• _Directions_: Could you reproduce every record below exactly, excluding all pictures?

[Data section Boundary: Start]

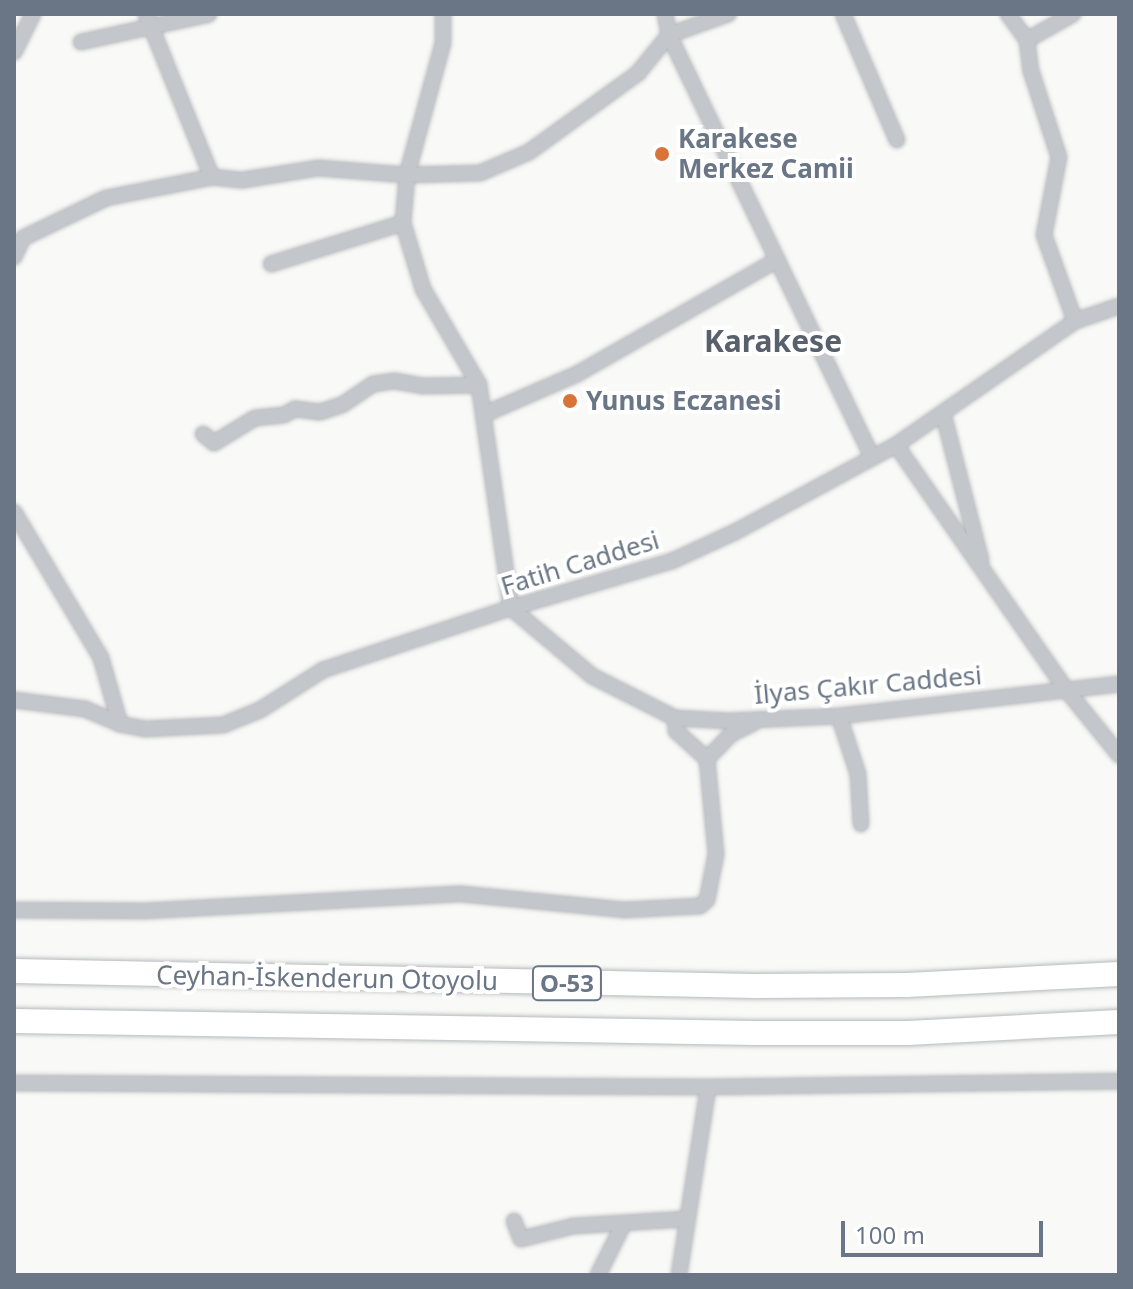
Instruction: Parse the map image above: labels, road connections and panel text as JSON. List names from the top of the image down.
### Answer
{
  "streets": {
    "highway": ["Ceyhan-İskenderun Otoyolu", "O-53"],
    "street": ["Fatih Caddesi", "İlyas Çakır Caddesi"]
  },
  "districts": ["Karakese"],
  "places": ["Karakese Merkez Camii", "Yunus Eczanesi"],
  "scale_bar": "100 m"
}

[Data section Boundary: End]

• _Reply_:
Instruction: Parse the map image above: labels, road connections and panel text as JSON. List names from the top of the image down.
### Answer
{
  "streets": {
    "highway": ["Ceyhan-İskenderun Otoyolu", "O-53"],
    "street": ["Fatih Caddesi", "İlyas Çakır Caddesi"]
  },
  "districts": ["Karakese"],
  "places": ["Karakese Merkez Camii", "Yunus Eczanesi"],
  "scale_bar": "100 m"
}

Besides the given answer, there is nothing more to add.